Records supplied Block Start

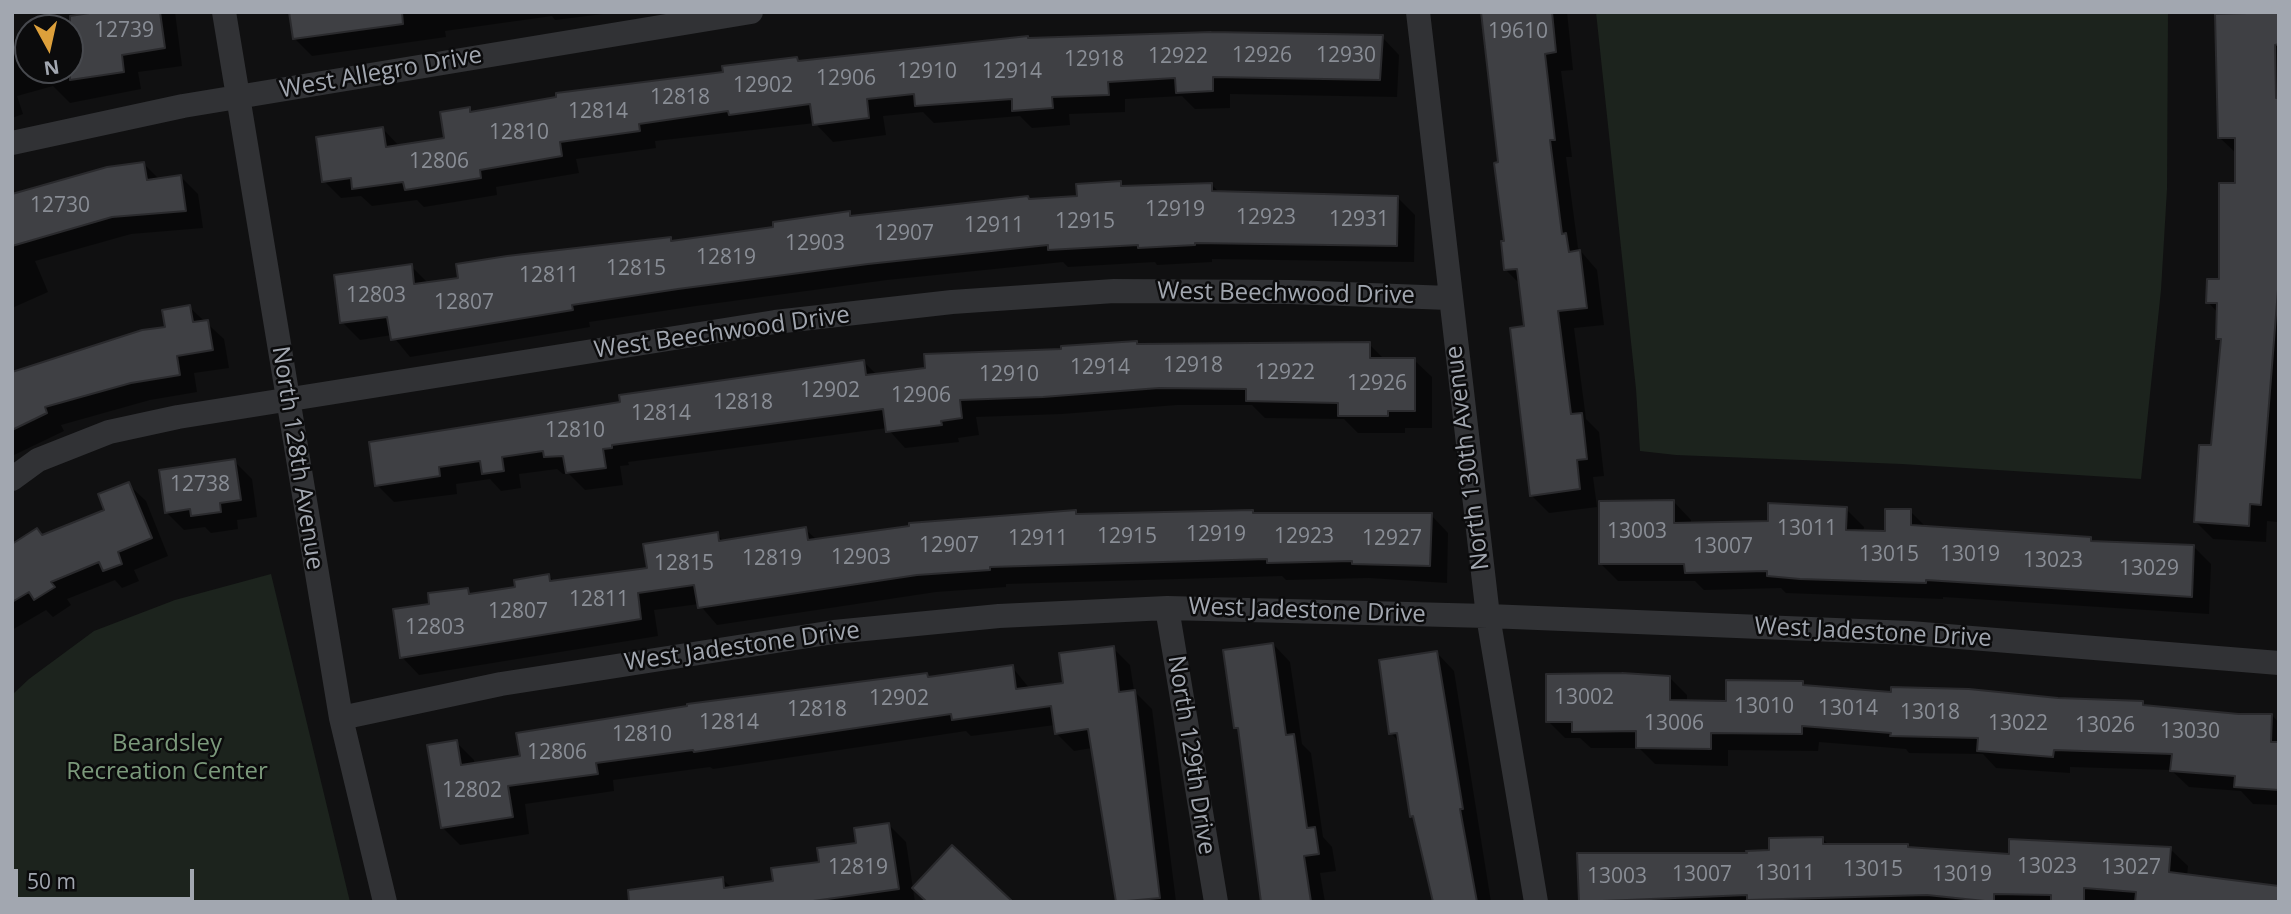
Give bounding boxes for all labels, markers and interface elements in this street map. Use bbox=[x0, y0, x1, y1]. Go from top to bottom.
north arrow bbox=[14, 14, 84, 84]
house number: 12739 bbox=[94, 18, 154, 44]
house number: 19610 bbox=[1488, 19, 1548, 45]
street label: West Allegro Drive bbox=[278, 41, 484, 105]
house number: 12926 bbox=[1232, 43, 1292, 69]
house number: 12930 bbox=[1316, 43, 1376, 69]
house number: 12922 bbox=[1148, 44, 1208, 70]
house number: 12918 bbox=[1064, 47, 1124, 73]
text: N bbox=[42, 54, 61, 82]
house number: 12910 bbox=[897, 59, 957, 85]
house number: 12914 bbox=[982, 59, 1042, 85]
house number: 12906 bbox=[816, 66, 876, 92]
house number: 12902 bbox=[733, 73, 793, 99]
house number: 12818 bbox=[650, 85, 710, 111]
house number: 12814 bbox=[568, 99, 628, 125]
house number: 12810 bbox=[489, 120, 549, 146]
house number: 12806 bbox=[409, 149, 469, 175]
house number: 12730 bbox=[30, 193, 90, 219]
house number: 12919 bbox=[1145, 197, 1205, 223]
house number: 12923 bbox=[1236, 205, 1296, 231]
house number: 12931 bbox=[1329, 207, 1389, 233]
house number: 12915 bbox=[1055, 209, 1115, 235]
house number: 12911 bbox=[964, 213, 1024, 239]
house number: 12907 bbox=[874, 221, 934, 247]
house number: 12903 bbox=[785, 231, 845, 257]
house number: 12819 bbox=[696, 245, 756, 271]
house number: 12815 bbox=[606, 256, 666, 282]
house number: 12811 bbox=[519, 263, 579, 289]
street label: West Beechwood Drive bbox=[1157, 277, 1415, 311]
house number: 12803 bbox=[346, 283, 406, 309]
house number: 12807 bbox=[434, 290, 494, 316]
street label: West Beechwood Drive bbox=[592, 301, 852, 365]
street label: North 128th Avenue bbox=[265, 344, 329, 572]
street label: North 130th Avenue bbox=[1440, 344, 1496, 572]
house number: 12918 bbox=[1163, 353, 1223, 379]
house number: 12914 bbox=[1070, 355, 1130, 381]
house number: 12922 bbox=[1255, 360, 1315, 386]
house number: 12910 bbox=[979, 362, 1039, 388]
house number: 12926 bbox=[1347, 371, 1407, 397]
house number: 12902 bbox=[800, 378, 860, 404]
house number: 12906 bbox=[891, 383, 951, 409]
house number: 12818 bbox=[713, 390, 773, 416]
house number: 12814 bbox=[631, 401, 691, 427]
house number: 12810 bbox=[545, 418, 605, 444]
house number: 12738 bbox=[170, 472, 230, 498]
house number: 13011 bbox=[1777, 516, 1837, 542]
house number: 13003 bbox=[1607, 519, 1667, 545]
house number: 12919 bbox=[1186, 522, 1246, 548]
house number: 12915 bbox=[1097, 524, 1157, 550]
house number: 12923 bbox=[1274, 524, 1334, 550]
house number: 12911 bbox=[1008, 526, 1068, 552]
house number: 12927 bbox=[1362, 526, 1422, 552]
house number: 12907 bbox=[919, 533, 979, 559]
house number: 13007 bbox=[1693, 534, 1753, 560]
house number: 13015 bbox=[1859, 542, 1919, 568]
house number: 13019 bbox=[1940, 542, 2000, 568]
house number: 12903 bbox=[831, 545, 891, 571]
house number: 12819 bbox=[742, 546, 802, 572]
house number: 13023 bbox=[2023, 548, 2083, 574]
house number: 12815 bbox=[654, 551, 714, 577]
house number: 13029 bbox=[2119, 556, 2179, 582]
house number: 12811 bbox=[569, 587, 629, 613]
street label: West Jadestone Drive bbox=[1188, 592, 1426, 630]
house number: 12807 bbox=[488, 599, 548, 625]
street label: West Jadestone Drive bbox=[1754, 612, 1992, 654]
house number: 12803 bbox=[405, 615, 465, 641]
street label: West Jadestone Drive bbox=[622, 616, 862, 678]
street label: North 129th Drive bbox=[1161, 653, 1221, 857]
house number: 13002 bbox=[1554, 685, 1614, 711]
house number: 12902 bbox=[869, 686, 929, 712]
house number: 13010 bbox=[1734, 694, 1794, 720]
house number: 13014 bbox=[1818, 696, 1878, 722]
house number: 12818 bbox=[787, 697, 847, 723]
house number: 13018 bbox=[1900, 700, 1960, 726]
house number: 12814 bbox=[699, 710, 759, 736]
house number: 13006 bbox=[1644, 711, 1704, 737]
house number: 13022 bbox=[1988, 711, 2048, 737]
house number: 13026 bbox=[2075, 713, 2135, 739]
house number: 13030 bbox=[2160, 719, 2220, 745]
house number: 12810 bbox=[612, 722, 672, 748]
park label: Beardsley Recreation Center bbox=[66, 730, 268, 786]
house number: 12806 bbox=[527, 740, 587, 766]
house number: 12802 bbox=[442, 778, 502, 804]
house number: 13023 bbox=[2017, 854, 2077, 880]
scale bar bbox=[18, 855, 198, 899]
house number: 12819 bbox=[828, 855, 888, 881]
house number: 13027 bbox=[2101, 855, 2161, 881]
house number: 13015 bbox=[1843, 857, 1903, 883]
house number: 13011 bbox=[1755, 861, 1815, 887]
house number: 13007 bbox=[1672, 862, 1732, 888]
house number: 13019 bbox=[1932, 862, 1992, 888]
house number: 13003 bbox=[1587, 864, 1647, 890]
text: 50 m bbox=[27, 867, 76, 895]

Records supplied Block End

§ What is needed
Every entry should be repeated verbatim, with the pictures left out.

§ Solution for this exercise
Give bounding boxes for all labels, markers and interface elements in this street map. Use bbox=[x0, y0, x1, y1]. Go from top to bottom.
north arrow bbox=[14, 14, 84, 84]
house number: 12739 bbox=[94, 18, 154, 44]
house number: 19610 bbox=[1488, 19, 1548, 45]
street label: West Allegro Drive bbox=[278, 41, 484, 105]
house number: 12926 bbox=[1232, 43, 1292, 69]
house number: 12930 bbox=[1316, 43, 1376, 69]
house number: 12922 bbox=[1148, 44, 1208, 70]
house number: 12918 bbox=[1064, 47, 1124, 73]
text: N bbox=[42, 54, 61, 82]
house number: 12910 bbox=[897, 59, 957, 85]
house number: 12914 bbox=[982, 59, 1042, 85]
house number: 12906 bbox=[816, 66, 876, 92]
house number: 12902 bbox=[733, 73, 793, 99]
house number: 12818 bbox=[650, 85, 710, 111]
house number: 12814 bbox=[568, 99, 628, 125]
house number: 12810 bbox=[489, 120, 549, 146]
house number: 12806 bbox=[409, 149, 469, 175]
house number: 12730 bbox=[30, 193, 90, 219]
house number: 12919 bbox=[1145, 197, 1205, 223]
house number: 12923 bbox=[1236, 205, 1296, 231]
house number: 12931 bbox=[1329, 207, 1389, 233]
house number: 12915 bbox=[1055, 209, 1115, 235]
house number: 12911 bbox=[964, 213, 1024, 239]
house number: 12907 bbox=[874, 221, 934, 247]
house number: 12903 bbox=[785, 231, 845, 257]
house number: 12819 bbox=[696, 245, 756, 271]
house number: 12815 bbox=[606, 256, 666, 282]
house number: 12811 bbox=[519, 263, 579, 289]
street label: West Beechwood Drive bbox=[1157, 277, 1415, 311]
house number: 12803 bbox=[346, 283, 406, 309]
house number: 12807 bbox=[434, 290, 494, 316]
street label: West Beechwood Drive bbox=[592, 301, 852, 365]
street label: North 128th Avenue bbox=[265, 344, 329, 572]
street label: North 130th Avenue bbox=[1440, 344, 1496, 572]
house number: 12918 bbox=[1163, 353, 1223, 379]
house number: 12914 bbox=[1070, 355, 1130, 381]
house number: 12922 bbox=[1255, 360, 1315, 386]
house number: 12910 bbox=[979, 362, 1039, 388]
house number: 12926 bbox=[1347, 371, 1407, 397]
house number: 12902 bbox=[800, 378, 860, 404]
house number: 12906 bbox=[891, 383, 951, 409]
house number: 12818 bbox=[713, 390, 773, 416]
house number: 12814 bbox=[631, 401, 691, 427]
house number: 12810 bbox=[545, 418, 605, 444]
house number: 12738 bbox=[170, 472, 230, 498]
house number: 13011 bbox=[1777, 516, 1837, 542]
house number: 13003 bbox=[1607, 519, 1667, 545]
house number: 12919 bbox=[1186, 522, 1246, 548]
house number: 12915 bbox=[1097, 524, 1157, 550]
house number: 12923 bbox=[1274, 524, 1334, 550]
house number: 12911 bbox=[1008, 526, 1068, 552]
house number: 12927 bbox=[1362, 526, 1422, 552]
house number: 12907 bbox=[919, 533, 979, 559]
house number: 13007 bbox=[1693, 534, 1753, 560]
house number: 13015 bbox=[1859, 542, 1919, 568]
house number: 13019 bbox=[1940, 542, 2000, 568]
house number: 12903 bbox=[831, 545, 891, 571]
house number: 12819 bbox=[742, 546, 802, 572]
house number: 13023 bbox=[2023, 548, 2083, 574]
house number: 12815 bbox=[654, 551, 714, 577]
house number: 13029 bbox=[2119, 556, 2179, 582]
house number: 12811 bbox=[569, 587, 629, 613]
street label: West Jadestone Drive bbox=[1188, 592, 1426, 630]
house number: 12807 bbox=[488, 599, 548, 625]
street label: West Jadestone Drive bbox=[1754, 612, 1992, 654]
house number: 12803 bbox=[405, 615, 465, 641]
street label: West Jadestone Drive bbox=[622, 616, 862, 678]
street label: North 129th Drive bbox=[1161, 653, 1221, 857]
house number: 13002 bbox=[1554, 685, 1614, 711]
house number: 12902 bbox=[869, 686, 929, 712]
house number: 13010 bbox=[1734, 694, 1794, 720]
house number: 13014 bbox=[1818, 696, 1878, 722]
house number: 12818 bbox=[787, 697, 847, 723]
house number: 13018 bbox=[1900, 700, 1960, 726]
house number: 12814 bbox=[699, 710, 759, 736]
house number: 13006 bbox=[1644, 711, 1704, 737]
house number: 13022 bbox=[1988, 711, 2048, 737]
house number: 13026 bbox=[2075, 713, 2135, 739]
house number: 13030 bbox=[2160, 719, 2220, 745]
house number: 12810 bbox=[612, 722, 672, 748]
park label: Beardsley Recreation Center bbox=[66, 730, 268, 786]
house number: 12806 bbox=[527, 740, 587, 766]
house number: 12802 bbox=[442, 778, 502, 804]
house number: 13023 bbox=[2017, 854, 2077, 880]
scale bar bbox=[18, 855, 198, 899]
house number: 12819 bbox=[828, 855, 888, 881]
house number: 13027 bbox=[2101, 855, 2161, 881]
house number: 13015 bbox=[1843, 857, 1903, 883]
house number: 13011 bbox=[1755, 861, 1815, 887]
house number: 13007 bbox=[1672, 862, 1732, 888]
house number: 13019 bbox=[1932, 862, 1992, 888]
house number: 13003 bbox=[1587, 864, 1647, 890]
text: 50 m bbox=[27, 867, 76, 895]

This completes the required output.